The place was rife with Burnhams. Like many small towns years ago, there was a paucity of surnames in Essex; most people were called either Story, Andrews, or Burnham. Despite common ancestry, relationships among people today possessing the same last name are considered so tenuous, so obscure, as to be nonexistent. "I only know back to my great-great grandfather, Oliver Burnham," Harold Burnham told me last February, when I finally caught him between boatbuilding projects. We were sitting in his shop, which occupies the loft of a barn that looks across a small creek near the sit where the LANNON was built. Harold was relaxed that day, and as intent on our conversation as he had been on building a schooner the year before. "He built this barn. His son, also Oliver Burnham, build boats in the 1860s. This Oliver’s son was O.P., and O.P. worked for A.D. Story building fo’c’s’les and doing carpentry. His brother Alden worked for A.D. as a foreman. And my grandfather worked for A.D. Story as a kid in the 1920s." In the index of Howard Chapelle’s The American Fishing Schooners: 1825 – 1935, 12 Burnhams are listed. All of them were shipbuilders.

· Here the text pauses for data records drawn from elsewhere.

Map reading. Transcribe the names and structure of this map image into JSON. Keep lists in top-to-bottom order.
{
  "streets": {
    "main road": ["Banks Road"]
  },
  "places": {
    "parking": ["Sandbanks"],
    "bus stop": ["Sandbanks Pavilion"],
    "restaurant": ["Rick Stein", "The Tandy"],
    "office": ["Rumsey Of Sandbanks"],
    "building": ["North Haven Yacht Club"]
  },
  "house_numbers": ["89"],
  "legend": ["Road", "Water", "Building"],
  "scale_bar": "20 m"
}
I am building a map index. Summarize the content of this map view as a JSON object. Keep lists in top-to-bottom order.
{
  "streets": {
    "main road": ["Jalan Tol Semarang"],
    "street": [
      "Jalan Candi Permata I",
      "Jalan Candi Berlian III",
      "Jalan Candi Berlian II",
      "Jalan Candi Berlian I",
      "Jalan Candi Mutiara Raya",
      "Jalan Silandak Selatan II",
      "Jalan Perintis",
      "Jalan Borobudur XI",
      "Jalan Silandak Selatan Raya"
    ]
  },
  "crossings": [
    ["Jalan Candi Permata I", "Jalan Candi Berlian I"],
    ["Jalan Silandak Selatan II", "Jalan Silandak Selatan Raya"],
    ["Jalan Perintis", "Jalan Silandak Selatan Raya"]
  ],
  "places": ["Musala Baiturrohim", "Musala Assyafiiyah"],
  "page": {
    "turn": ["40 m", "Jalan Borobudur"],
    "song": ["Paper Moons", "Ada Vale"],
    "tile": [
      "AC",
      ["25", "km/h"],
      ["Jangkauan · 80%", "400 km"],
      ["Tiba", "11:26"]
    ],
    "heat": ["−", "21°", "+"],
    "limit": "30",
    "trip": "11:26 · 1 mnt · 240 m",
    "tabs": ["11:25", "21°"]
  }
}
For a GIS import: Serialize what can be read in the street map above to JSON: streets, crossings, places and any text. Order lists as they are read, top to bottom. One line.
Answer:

"When my grandfather was getting started in boatbuilding, the unions were getting started, too. He gave up boatbuilding to go to work as a union carpenter in Quincy, which was a pretty radical thing to do. Alden Burnham, who was his uncle, bet him five dollars that he’d be back building boats in a few weeks. My grandfather didn’t come back for 40 years, and Alden never paid the bet."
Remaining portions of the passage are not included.